BRIEF DESCRIPTION OF THE DRAWINGS

[0020] FIG. 1 shows an exemplary embodiment of a reconfigurable data processing unit.

[0021] FIG. 2 shows an exemplary embodiment of a reconfigurable cell.

[0022] FIG. 3 shows an exemplary embodiment in accordance with the present invention.

[0023] FIG. 4a shows another view of the exemplary embodiment shown in FIG. 3.

[0024] FIG. 4b shows an exemplary mapping of the floating decimal point data formats on the fixed point formats of the ALU-PAEs.

[0025] FIG. 4c shows an exemplary embodiment of the linking of different error states (events) in a floating decimal point arithmetic unit.

[0026] FIG. 5 shows an exemplary embodiment of an architecture, in which the 16-bit XPP-III architecture of the applicant was expanded to 32 bits with MID capability.

[0027] FIG. 6 shows an exemplary embodiment of a BPU in accordance with the present invention.

[0028] FIG. 7 shows an exemplary embodiment of integration of the BPU in accordance with the present invention according to FIG. 6 into the VPU architecture of the applicant.

DETAILED DESCRIPTION

[0029] FIG. 3 shows an exemplary embodiment in accordance with the present invention, which is composed here of the 4 ALU-PAEs (ALU-PAE1, . . . , ALU-PAE4), where each ALU-PAE is constructed for its part from FREG, BREG, and CORE ({FREG1, BREG1, CORE1}, {FREG2, BREG2, CORE2}, . . . ). In this exemplary embodiment, the individual data words are 16 bits wide, consequently 16-bit busses are involved and the operands and results of the FREGs, BREGs and COREs are 16 bit or multiplication results 32 bit. (It is not taken into consideration here for the purposes of the present disclosure that the data bus is wider than the data words can be in order, for example, to also be able to transmit synchronization signals and information and trigger signals and information, etc. The fact that, for the rest, a separate synchronization network or lines and/or trigger network or lines may be provided and/or a circuit arrangement for the construction, e.g., reconfigurable construction of the same, is mentioned). Let w be the width of a floating decimal point (for example, 16 bits) that can be calculated in an ALU-PAE. Let p be the width of a floating decimal unit to be implemented (e.g., p=32 for single precision, p=64 for double precision).

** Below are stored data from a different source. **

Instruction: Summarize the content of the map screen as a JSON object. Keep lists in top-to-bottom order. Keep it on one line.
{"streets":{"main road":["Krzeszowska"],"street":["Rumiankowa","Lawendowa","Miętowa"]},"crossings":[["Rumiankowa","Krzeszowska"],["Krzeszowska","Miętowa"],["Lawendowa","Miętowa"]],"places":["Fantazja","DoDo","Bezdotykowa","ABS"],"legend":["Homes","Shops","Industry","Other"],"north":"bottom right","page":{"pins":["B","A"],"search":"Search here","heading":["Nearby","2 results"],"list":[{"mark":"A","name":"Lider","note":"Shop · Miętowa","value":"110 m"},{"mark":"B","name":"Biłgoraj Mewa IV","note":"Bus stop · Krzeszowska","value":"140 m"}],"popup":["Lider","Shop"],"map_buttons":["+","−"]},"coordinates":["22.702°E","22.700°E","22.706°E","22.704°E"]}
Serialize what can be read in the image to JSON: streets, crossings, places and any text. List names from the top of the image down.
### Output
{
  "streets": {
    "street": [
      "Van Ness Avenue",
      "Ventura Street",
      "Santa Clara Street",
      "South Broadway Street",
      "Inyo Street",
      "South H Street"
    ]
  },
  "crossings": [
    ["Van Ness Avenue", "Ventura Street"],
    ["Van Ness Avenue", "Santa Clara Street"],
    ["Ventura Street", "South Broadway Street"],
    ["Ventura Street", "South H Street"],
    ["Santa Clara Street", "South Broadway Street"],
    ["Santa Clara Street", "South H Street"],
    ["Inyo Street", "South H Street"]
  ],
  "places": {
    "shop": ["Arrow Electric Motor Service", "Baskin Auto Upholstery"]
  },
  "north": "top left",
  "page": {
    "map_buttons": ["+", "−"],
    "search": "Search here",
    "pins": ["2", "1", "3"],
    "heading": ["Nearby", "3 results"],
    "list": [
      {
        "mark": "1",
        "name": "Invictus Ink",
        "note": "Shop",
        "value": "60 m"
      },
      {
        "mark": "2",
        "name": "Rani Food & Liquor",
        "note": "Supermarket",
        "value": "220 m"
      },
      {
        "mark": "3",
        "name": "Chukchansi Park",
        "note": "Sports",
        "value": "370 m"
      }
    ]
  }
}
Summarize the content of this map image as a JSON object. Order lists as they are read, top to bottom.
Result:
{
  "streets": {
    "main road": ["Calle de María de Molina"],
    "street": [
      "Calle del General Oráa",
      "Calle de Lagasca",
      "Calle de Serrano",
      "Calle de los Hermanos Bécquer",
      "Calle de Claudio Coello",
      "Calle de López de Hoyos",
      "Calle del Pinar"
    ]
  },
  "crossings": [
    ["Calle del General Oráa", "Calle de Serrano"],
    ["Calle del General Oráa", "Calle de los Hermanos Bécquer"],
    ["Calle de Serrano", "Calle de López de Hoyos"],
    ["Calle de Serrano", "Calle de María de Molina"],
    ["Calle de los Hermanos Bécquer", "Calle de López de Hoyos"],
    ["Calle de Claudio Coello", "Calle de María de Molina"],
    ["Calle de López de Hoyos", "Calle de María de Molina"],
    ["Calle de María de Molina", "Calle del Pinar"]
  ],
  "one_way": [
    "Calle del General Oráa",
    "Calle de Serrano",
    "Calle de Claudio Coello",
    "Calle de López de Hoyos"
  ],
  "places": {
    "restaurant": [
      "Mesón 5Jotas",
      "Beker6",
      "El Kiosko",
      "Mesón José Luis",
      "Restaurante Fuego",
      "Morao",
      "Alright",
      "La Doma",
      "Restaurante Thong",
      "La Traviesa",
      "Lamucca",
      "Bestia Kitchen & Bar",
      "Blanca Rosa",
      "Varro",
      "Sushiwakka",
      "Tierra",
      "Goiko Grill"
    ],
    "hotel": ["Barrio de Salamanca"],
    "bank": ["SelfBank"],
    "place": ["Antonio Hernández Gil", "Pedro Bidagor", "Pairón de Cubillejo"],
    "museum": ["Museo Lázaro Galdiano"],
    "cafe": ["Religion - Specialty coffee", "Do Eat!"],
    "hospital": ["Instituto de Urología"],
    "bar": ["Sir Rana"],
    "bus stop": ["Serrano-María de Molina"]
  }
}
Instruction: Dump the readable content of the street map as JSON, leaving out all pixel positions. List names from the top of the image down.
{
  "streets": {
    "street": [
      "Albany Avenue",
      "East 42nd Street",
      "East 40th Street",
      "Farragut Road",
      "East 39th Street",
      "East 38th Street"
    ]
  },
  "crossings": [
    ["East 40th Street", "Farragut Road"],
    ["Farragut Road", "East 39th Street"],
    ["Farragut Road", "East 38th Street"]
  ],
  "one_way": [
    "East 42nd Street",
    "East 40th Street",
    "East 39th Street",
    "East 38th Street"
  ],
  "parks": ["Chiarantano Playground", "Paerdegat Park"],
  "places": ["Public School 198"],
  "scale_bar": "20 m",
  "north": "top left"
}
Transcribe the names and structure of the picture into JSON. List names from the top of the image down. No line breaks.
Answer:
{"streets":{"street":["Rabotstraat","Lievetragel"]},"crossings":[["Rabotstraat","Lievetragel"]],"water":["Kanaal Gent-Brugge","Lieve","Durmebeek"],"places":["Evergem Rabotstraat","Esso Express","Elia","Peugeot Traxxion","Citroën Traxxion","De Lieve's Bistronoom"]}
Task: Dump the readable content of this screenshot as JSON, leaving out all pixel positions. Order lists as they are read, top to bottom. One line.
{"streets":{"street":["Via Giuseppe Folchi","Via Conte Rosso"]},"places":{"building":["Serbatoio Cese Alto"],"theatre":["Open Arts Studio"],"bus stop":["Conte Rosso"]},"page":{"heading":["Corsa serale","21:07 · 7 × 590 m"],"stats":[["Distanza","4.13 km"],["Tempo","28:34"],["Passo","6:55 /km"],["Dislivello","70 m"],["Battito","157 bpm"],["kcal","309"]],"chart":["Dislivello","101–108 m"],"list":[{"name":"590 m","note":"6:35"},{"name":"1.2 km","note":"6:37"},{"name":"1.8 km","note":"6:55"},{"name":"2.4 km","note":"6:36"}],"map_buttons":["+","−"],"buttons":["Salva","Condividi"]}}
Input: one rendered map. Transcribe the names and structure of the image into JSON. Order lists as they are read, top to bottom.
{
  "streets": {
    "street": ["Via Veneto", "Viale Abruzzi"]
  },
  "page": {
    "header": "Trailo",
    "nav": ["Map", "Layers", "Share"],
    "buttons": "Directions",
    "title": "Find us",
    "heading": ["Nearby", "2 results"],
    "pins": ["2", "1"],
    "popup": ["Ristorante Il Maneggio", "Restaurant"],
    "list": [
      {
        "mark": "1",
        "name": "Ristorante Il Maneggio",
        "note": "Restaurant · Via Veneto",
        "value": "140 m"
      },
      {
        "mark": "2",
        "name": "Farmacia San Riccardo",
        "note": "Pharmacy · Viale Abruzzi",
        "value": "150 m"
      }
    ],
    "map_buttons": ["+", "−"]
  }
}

[0030] ALU-PAEs may typically have at least two operand inputs A and B. However, the width of the inputs typically does not necessarily correspond to the width of the calculatable floating decimal point numbers.

[0031] Several ALU-PAEs may be combined in such a manner to a new hierarchy (box) that the sum of the width of their A.sub.fix, and B.sub.fix operand inputs corresponds to the required width of an operand A.sub.float and B.sub.float of the floating decimal point unit. In other words, the following is true:

n=width(A.sub.float)/width(A.sub.int), and thus, width(A.sub.float)=.SIGMA.width(A.sub.int[0..n]), and n=p/w, and thus, p=.SIGMA.w[0..n].

[0032] Now, a floating decimal point arithmetic unit with the width A.sub.float=p may be implemented in the new hierarchy (box). This may provide the following advantages:

1. The resources of a floating decimal point arithmetic unit may be distributed over n fixed decimal point arithmetic units (ALU-PAEs). Since in typical applications fewer floating decimal point operations are required than fixed decimal point operations, this may result in an extremely ideal ratio with optimal resource usage. 2. The fixed point number network implemented for the use of the fixed decimal point units (ALU-PAEs) may be used unchanged for floating decimal point numbers in that several of the fixed decimal point network connections are bundled to a floating decimal point connection.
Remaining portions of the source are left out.